**What you will do:**
What lines of the data below hold the string "none"? Copy each one.

Stored records
--- --- ---

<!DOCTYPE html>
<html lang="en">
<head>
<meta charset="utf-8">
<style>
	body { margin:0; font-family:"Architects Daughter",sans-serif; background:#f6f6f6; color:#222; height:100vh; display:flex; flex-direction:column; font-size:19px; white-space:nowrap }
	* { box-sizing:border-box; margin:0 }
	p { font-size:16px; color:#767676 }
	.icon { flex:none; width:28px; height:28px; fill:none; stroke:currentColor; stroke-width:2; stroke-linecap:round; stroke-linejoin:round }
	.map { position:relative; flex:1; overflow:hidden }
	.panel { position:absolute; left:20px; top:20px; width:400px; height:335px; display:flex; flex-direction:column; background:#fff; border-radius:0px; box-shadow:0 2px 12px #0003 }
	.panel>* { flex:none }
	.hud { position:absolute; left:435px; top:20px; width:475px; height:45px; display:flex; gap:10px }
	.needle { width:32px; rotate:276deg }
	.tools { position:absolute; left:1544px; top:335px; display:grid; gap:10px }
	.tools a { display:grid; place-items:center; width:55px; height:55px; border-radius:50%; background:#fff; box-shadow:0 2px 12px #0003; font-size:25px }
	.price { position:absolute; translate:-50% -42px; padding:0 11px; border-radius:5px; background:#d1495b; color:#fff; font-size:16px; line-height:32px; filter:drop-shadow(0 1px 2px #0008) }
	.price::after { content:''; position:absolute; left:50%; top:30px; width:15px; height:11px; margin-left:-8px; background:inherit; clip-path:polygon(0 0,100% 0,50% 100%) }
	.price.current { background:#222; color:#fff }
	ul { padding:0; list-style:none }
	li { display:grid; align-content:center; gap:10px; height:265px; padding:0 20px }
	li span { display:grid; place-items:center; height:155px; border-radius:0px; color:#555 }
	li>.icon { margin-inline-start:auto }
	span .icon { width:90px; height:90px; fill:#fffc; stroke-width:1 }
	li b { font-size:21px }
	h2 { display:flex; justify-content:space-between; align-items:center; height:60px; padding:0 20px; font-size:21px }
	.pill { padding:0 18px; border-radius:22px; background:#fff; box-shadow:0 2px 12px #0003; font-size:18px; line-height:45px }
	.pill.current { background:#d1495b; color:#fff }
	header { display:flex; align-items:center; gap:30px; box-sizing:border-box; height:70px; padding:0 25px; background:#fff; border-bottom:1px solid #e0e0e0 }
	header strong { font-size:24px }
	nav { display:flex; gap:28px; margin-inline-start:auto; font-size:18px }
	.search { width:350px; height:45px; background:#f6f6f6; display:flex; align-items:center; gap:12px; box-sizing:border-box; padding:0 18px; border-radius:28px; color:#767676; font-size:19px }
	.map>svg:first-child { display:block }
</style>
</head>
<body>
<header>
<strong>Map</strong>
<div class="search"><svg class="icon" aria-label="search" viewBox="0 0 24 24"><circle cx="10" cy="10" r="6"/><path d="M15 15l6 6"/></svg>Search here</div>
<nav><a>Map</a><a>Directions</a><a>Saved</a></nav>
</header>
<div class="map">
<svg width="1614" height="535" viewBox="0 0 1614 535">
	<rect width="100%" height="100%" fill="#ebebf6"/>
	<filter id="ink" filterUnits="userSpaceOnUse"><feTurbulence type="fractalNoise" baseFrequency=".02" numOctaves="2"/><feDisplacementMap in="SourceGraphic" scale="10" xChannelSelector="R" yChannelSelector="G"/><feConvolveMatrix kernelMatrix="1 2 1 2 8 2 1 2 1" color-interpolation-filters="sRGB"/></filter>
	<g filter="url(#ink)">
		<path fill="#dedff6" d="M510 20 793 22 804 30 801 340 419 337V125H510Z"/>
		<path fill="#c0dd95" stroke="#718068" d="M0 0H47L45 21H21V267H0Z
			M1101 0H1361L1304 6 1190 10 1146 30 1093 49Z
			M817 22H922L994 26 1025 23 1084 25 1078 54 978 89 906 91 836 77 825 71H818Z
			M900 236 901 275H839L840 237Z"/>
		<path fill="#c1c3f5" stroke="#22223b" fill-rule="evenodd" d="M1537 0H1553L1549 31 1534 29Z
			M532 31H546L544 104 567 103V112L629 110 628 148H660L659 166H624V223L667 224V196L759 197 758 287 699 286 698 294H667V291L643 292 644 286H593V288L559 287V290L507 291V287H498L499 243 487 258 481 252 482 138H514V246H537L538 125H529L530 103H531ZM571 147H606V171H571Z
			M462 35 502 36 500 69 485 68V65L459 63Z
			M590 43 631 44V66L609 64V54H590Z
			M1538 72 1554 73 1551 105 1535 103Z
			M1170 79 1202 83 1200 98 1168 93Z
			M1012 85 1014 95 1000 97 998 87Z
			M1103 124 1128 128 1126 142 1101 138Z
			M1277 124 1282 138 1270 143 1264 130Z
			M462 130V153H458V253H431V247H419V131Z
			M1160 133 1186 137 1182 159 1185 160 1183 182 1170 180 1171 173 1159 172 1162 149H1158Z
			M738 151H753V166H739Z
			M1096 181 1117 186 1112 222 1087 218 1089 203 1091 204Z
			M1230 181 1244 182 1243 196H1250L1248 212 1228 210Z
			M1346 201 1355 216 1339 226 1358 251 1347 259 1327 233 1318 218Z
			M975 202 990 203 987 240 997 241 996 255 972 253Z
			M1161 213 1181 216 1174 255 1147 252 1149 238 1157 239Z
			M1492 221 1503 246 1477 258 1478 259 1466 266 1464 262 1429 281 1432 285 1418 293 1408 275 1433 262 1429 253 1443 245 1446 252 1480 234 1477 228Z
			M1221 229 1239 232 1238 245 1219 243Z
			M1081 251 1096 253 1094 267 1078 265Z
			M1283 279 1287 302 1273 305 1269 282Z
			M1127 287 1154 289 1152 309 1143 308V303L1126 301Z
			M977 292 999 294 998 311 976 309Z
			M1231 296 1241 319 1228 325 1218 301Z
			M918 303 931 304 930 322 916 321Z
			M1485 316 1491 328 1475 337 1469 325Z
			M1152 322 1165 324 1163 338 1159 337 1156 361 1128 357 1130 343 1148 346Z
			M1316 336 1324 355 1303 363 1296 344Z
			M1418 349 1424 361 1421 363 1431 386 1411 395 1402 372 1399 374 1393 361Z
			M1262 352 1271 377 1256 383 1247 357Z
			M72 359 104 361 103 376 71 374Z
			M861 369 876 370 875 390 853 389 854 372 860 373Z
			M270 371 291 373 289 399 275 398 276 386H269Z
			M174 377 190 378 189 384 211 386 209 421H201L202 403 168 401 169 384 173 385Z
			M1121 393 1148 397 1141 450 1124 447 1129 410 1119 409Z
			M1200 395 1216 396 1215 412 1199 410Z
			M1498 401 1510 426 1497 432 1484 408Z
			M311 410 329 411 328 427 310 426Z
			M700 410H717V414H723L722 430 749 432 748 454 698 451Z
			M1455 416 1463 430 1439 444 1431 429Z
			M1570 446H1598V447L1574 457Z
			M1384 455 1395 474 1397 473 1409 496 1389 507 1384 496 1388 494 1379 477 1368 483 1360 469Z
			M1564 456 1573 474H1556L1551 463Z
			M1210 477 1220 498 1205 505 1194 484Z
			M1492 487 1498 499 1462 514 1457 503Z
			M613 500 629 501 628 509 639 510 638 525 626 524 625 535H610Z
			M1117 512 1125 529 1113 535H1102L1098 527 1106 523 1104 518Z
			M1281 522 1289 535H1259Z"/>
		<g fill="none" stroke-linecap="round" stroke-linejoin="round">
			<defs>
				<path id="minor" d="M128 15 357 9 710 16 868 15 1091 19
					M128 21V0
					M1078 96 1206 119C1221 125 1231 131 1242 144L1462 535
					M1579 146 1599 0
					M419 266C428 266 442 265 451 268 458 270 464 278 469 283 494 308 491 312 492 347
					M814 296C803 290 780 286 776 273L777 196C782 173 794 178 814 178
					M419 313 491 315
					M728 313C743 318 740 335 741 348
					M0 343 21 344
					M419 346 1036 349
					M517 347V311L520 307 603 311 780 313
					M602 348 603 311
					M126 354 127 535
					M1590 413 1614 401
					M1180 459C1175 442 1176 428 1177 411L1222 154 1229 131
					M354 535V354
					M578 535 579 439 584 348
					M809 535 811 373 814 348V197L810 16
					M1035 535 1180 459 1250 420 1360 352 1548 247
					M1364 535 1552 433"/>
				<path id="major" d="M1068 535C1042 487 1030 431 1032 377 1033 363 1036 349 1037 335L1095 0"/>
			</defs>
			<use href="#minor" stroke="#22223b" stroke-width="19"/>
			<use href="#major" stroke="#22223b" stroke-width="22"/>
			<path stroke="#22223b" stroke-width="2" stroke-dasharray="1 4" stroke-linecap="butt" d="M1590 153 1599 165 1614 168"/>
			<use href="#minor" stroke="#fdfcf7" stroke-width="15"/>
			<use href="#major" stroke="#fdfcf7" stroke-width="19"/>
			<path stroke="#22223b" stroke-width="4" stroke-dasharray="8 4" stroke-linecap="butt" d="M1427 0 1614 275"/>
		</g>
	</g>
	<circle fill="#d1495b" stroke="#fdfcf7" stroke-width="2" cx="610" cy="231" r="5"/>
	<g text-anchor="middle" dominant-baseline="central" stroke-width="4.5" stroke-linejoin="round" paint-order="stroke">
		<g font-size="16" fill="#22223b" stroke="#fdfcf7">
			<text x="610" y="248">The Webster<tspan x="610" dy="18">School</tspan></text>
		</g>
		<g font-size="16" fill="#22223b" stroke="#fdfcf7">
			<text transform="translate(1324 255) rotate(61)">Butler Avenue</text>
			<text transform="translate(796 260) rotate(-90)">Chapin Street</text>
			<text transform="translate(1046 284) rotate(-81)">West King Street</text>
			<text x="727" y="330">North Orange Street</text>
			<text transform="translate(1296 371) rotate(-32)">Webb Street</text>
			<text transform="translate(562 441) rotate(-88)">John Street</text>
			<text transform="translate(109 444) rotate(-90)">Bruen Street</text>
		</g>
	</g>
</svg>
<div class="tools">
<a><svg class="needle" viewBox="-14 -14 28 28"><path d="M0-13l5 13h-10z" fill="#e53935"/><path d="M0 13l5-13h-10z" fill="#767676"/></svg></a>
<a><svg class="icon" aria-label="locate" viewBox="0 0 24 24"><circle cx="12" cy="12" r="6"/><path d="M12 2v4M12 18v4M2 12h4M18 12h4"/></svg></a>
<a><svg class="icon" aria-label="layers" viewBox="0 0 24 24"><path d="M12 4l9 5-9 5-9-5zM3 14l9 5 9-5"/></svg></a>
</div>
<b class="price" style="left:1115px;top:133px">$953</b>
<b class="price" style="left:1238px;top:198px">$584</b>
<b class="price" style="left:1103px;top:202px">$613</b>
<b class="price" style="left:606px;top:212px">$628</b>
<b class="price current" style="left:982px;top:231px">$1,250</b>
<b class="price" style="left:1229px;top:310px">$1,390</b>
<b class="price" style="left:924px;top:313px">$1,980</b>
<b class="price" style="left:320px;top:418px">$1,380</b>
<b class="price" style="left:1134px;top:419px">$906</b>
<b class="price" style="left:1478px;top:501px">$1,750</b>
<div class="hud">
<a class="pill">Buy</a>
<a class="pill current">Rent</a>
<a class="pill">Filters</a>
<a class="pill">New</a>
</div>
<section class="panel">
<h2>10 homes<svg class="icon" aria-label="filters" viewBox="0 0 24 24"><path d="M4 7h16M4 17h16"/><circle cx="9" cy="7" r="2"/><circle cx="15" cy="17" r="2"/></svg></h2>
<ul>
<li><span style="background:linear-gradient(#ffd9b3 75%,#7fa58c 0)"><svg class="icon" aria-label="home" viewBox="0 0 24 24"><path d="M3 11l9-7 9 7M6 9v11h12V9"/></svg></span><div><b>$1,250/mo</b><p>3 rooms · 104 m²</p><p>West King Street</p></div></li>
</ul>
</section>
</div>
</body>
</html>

--- --- ---

**Response box:**
	.icon { flex:none; width:28px; height:28px; fill:none; stroke:currentColor; stroke-width:2; stroke-linecap:round; stroke-linejoin:round }
	.panel>* { flex:none }
	ul { padding:0; list-style:none }
		<g fill="none" stroke-linecap="round" stroke-linejoin="round">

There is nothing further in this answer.